You know how I feel about Todd. I love him although he does disappoint me at times. We also have had our disagreements with regards to ‘Liars’ (You love it; I’ve come around somewhat) and ‘Global’ (I like; you don’t), although we’re on the same page with ‘State’.

I’m afraid we’re not in agreement again with ‘White Knights’. There are truly terrific songs on this album but there are more that I simply can’t connect with.

My favorite song is ‘Sleep’. I love it and the combination of Todd and Joe works great here.

My 2 other favorites are ‘Beginning (Of The End)’ and ‘That Could Have Been Me’. Classic Todd ballads. Beautiful but I think they both suffer from Todd not doing the vocals as he is one of the most emotive singers ever and would have brought an additional dimension to both. If you get a hold of live versions of these songs send them my way.

‘Chance for Us’ is what I imagined a Todd/Daryl combination to be except I wish the production had been a bit more organic.
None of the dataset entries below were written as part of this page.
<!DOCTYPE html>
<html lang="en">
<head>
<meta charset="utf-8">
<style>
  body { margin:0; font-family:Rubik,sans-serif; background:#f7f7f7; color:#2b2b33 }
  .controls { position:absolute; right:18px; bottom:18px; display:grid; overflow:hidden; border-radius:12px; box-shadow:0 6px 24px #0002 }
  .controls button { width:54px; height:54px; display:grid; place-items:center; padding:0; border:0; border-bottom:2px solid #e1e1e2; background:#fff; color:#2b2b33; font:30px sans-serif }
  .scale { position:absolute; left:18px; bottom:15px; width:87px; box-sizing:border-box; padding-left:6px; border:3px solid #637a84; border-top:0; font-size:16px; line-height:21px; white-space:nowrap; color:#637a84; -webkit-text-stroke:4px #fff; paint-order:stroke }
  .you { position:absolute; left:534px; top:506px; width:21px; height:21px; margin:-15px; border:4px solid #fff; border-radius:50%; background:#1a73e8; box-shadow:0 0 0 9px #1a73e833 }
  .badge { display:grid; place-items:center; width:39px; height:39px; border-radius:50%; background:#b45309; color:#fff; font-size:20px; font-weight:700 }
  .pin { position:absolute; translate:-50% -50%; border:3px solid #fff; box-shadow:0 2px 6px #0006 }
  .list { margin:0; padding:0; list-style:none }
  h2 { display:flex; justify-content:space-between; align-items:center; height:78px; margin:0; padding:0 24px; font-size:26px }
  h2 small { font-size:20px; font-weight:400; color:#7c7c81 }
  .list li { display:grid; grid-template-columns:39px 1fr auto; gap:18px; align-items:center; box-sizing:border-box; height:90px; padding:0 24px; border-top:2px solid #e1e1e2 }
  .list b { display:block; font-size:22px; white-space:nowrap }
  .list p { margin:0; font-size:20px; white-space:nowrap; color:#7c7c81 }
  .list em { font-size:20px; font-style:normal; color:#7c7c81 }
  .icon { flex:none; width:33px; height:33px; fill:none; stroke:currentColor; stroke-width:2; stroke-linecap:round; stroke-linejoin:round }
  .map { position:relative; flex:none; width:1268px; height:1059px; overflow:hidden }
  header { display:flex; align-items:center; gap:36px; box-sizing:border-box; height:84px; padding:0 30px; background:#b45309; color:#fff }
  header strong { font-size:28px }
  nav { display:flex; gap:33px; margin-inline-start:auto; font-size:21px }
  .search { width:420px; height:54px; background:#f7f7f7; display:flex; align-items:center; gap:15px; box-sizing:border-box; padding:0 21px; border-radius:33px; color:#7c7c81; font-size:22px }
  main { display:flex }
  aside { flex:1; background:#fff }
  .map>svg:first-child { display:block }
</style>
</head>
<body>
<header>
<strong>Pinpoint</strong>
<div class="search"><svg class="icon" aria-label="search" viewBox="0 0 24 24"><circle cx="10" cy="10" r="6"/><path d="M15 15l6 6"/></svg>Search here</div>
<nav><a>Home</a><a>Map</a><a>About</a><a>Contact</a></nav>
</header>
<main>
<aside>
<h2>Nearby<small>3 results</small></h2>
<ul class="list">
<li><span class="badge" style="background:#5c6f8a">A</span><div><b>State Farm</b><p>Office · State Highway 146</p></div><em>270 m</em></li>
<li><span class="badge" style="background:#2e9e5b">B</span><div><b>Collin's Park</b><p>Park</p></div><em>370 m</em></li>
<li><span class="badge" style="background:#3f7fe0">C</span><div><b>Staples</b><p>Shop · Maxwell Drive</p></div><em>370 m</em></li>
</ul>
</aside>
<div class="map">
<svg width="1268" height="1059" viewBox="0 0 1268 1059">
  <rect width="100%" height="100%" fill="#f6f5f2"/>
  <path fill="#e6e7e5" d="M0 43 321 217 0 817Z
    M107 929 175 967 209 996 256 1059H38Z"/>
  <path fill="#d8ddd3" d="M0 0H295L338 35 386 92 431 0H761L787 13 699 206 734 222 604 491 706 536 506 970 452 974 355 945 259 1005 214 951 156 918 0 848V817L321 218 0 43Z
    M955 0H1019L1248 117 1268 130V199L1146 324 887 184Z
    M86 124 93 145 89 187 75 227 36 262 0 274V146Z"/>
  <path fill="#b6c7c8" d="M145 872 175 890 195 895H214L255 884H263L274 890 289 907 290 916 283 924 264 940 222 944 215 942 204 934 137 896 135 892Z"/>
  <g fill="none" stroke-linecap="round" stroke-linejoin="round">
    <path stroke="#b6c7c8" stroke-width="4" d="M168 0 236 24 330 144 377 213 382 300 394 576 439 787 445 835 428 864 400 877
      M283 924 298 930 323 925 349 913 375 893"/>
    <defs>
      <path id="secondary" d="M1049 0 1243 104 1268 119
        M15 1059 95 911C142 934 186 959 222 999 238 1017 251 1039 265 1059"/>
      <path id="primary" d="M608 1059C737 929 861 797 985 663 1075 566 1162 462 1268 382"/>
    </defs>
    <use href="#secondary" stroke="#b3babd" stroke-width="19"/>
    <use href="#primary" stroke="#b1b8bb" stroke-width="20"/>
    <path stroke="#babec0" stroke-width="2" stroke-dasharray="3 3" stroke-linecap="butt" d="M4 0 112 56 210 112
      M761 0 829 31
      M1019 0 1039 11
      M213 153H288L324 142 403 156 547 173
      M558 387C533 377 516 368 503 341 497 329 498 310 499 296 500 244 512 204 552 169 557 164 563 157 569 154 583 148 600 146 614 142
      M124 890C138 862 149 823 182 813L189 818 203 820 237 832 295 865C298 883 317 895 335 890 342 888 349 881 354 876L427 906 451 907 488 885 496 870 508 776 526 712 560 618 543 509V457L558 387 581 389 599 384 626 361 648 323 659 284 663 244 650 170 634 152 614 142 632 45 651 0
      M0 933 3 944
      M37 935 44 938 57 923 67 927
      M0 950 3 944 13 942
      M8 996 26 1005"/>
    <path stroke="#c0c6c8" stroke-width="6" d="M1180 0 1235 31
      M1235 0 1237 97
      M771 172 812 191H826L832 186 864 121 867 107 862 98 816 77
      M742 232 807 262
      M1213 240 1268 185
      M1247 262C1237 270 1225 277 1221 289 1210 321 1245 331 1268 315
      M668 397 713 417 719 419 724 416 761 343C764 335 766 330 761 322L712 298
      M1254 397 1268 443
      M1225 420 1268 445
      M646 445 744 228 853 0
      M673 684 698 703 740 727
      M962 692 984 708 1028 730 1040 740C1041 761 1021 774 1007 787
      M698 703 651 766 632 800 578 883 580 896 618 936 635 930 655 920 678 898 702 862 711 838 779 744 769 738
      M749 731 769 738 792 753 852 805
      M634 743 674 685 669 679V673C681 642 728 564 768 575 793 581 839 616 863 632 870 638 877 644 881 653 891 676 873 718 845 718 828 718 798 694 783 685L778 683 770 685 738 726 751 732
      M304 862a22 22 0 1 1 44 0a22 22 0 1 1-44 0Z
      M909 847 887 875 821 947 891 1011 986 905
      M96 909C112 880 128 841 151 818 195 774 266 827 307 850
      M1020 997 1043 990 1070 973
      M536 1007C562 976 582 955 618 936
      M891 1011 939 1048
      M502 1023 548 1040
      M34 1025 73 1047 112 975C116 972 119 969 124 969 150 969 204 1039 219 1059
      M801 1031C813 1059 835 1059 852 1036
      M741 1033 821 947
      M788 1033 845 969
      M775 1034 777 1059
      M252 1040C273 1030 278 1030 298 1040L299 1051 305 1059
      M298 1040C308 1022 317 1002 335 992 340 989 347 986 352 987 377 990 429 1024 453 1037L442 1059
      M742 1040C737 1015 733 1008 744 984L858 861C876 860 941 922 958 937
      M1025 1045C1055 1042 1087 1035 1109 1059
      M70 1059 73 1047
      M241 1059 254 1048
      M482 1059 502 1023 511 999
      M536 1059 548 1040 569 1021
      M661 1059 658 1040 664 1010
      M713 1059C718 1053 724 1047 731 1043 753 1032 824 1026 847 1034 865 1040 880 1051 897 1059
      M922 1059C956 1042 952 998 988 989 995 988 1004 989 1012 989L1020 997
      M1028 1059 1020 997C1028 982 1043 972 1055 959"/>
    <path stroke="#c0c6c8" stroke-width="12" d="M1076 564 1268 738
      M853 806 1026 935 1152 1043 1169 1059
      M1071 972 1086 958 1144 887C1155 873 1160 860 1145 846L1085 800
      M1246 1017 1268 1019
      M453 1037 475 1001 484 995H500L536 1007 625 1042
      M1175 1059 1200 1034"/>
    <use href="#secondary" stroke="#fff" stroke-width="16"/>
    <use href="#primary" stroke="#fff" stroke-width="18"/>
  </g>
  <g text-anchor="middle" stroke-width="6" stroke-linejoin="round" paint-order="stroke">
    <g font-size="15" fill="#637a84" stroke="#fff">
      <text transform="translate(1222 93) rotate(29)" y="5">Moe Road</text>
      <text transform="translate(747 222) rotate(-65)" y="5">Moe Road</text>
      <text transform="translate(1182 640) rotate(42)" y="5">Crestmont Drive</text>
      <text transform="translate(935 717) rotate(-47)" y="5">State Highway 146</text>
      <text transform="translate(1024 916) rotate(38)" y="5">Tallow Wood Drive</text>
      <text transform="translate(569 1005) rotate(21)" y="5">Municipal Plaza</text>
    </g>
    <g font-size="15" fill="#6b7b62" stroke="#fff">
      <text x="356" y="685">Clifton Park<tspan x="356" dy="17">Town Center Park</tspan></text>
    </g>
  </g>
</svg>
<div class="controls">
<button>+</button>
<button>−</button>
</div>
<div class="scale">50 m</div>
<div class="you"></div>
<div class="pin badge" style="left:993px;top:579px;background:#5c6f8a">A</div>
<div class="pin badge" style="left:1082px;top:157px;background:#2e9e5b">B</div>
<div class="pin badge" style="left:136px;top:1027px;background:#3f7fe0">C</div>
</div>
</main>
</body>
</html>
The glass bell keyboard pads and robo-drums are one of the things I irk me on this album. Some of that stuff worked on ‘Global’ because of the type of album it was but a song like this needs a band. I know you’ve touched on the budgeting issue but Todd knows how to play real instruments. They would have worked better. It was pleasure to hear the sax on this. May have been the only ‘real’ instrument. At least it sounded that way.

‘Tin Foil Hat’ was fun and ‘Let’s Do This’ had that earlier Todd/Utopia sound which I enjoyed very much.

The rest of it left me cold. I re-listened a number of times especially after your review. Maybe it’ll grow on me.

All in all it’s an okay album but I can’t say I love it or that it’s a return to form in my opinion.

A walk in the woods said...

Todd's coming to Atlanta on May 30 and I'm SO bummed I can't make this particular show - apparently he's playing a lot from the new LP on this tour!